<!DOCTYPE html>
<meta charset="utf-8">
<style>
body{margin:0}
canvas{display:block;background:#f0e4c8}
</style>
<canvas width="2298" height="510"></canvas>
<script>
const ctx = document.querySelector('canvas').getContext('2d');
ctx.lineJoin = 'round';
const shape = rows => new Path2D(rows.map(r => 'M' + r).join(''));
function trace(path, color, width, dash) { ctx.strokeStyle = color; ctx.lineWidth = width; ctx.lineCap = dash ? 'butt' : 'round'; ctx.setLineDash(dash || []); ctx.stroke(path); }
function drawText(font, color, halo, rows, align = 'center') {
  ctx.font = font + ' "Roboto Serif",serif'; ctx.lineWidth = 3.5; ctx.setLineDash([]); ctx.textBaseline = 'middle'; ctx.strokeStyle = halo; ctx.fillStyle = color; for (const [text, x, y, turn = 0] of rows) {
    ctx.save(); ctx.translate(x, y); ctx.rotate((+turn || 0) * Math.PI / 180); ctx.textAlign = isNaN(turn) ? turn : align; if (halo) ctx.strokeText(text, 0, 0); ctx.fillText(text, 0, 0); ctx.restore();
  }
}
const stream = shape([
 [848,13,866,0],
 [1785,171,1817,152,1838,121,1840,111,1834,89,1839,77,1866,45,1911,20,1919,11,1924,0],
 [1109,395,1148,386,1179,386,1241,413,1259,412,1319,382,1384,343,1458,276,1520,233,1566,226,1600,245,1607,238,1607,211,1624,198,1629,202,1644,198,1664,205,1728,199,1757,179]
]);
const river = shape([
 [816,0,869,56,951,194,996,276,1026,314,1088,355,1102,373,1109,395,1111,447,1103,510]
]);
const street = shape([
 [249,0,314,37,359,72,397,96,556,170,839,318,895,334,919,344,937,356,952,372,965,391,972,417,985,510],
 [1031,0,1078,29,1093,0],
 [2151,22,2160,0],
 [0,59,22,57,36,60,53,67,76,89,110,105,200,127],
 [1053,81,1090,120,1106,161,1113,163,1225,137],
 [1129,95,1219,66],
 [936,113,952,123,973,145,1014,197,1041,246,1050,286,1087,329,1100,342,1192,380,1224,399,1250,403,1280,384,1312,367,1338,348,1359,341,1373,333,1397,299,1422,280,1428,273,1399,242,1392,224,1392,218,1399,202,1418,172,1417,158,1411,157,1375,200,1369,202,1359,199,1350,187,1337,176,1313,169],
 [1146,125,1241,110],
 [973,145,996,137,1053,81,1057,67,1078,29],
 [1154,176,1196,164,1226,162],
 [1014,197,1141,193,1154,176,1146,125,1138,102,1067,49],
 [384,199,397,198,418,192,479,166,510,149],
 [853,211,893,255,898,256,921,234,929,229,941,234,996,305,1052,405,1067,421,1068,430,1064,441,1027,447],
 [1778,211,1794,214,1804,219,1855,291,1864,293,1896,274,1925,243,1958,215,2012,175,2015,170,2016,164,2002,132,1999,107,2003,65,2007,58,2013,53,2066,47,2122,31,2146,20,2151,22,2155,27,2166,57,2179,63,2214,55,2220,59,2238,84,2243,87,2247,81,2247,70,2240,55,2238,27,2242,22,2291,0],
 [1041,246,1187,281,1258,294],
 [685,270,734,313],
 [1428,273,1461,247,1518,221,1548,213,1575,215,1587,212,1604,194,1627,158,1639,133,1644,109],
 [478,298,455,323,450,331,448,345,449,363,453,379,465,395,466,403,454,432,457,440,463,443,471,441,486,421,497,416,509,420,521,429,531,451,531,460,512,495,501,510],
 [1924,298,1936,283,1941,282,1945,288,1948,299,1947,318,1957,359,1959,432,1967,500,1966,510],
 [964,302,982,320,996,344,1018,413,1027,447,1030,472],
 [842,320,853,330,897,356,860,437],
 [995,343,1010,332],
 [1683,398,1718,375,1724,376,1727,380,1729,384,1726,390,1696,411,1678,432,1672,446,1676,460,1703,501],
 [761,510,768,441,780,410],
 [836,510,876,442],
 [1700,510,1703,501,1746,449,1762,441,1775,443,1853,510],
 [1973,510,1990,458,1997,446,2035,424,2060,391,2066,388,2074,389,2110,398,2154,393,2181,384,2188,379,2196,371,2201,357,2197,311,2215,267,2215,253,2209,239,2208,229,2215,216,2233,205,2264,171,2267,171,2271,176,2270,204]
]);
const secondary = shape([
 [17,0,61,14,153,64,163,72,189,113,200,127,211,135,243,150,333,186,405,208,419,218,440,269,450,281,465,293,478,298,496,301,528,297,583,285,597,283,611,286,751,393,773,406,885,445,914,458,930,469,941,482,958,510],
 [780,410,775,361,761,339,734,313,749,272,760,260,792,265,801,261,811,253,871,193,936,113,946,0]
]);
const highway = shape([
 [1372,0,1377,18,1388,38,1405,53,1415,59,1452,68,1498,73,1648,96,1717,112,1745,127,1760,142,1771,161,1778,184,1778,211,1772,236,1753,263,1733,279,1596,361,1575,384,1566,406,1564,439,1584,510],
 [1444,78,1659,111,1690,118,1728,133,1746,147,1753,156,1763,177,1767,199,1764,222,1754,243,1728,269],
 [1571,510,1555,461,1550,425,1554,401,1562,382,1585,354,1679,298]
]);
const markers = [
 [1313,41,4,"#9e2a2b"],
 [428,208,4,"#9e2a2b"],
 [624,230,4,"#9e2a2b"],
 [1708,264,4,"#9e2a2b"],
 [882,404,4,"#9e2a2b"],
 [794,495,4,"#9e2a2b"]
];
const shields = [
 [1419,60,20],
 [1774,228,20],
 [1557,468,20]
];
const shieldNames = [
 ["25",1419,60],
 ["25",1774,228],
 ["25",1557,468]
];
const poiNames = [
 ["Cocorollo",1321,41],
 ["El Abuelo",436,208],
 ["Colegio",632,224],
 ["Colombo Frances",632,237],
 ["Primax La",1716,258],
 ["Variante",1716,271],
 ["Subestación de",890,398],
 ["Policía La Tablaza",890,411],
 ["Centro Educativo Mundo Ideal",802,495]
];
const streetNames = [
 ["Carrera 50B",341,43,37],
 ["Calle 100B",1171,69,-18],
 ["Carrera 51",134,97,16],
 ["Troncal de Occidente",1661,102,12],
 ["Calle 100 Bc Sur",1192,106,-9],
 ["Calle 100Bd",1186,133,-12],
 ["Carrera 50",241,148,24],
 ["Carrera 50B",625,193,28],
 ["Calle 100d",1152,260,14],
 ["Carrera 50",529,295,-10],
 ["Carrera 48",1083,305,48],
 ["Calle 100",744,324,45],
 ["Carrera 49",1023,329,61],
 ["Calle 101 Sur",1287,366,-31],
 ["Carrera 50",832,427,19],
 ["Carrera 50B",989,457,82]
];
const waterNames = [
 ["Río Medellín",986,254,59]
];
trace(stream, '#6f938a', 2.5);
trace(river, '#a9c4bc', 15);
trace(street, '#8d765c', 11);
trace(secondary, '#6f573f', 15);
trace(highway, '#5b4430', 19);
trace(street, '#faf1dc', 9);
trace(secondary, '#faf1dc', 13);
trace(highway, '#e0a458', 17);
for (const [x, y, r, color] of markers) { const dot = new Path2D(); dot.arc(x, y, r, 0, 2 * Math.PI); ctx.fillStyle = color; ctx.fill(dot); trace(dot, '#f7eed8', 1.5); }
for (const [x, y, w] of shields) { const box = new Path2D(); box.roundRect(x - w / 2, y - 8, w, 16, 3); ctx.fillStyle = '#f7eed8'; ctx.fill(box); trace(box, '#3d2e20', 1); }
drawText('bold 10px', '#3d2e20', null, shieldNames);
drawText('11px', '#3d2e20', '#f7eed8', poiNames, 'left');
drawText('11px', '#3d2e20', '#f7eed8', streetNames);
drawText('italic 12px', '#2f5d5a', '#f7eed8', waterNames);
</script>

§ §

#### WORK REQUEST:
As listed above, the lines from the line with "const ctx = document.querySelector('canvas').getContext('2d');" to the line with "function trace(path, color, width, dash)" are to be echoed exactly, with both ends included and nothing added.

#### YOUR RESPONSE:
const ctx = document.querySelector('canvas').getContext('2d');
ctx.lineJoin = 'round';
const shape = rows => new Path2D(rows.map(r => 'M' + r).join(''));
function trace(path, color, width, dash) { ctx.strokeStyle = color; ctx.lineWidth = width; ctx.lineCap = dash ? 'butt' : 'round'; ctx.setLineDash(dash || []); ctx.stroke(path); }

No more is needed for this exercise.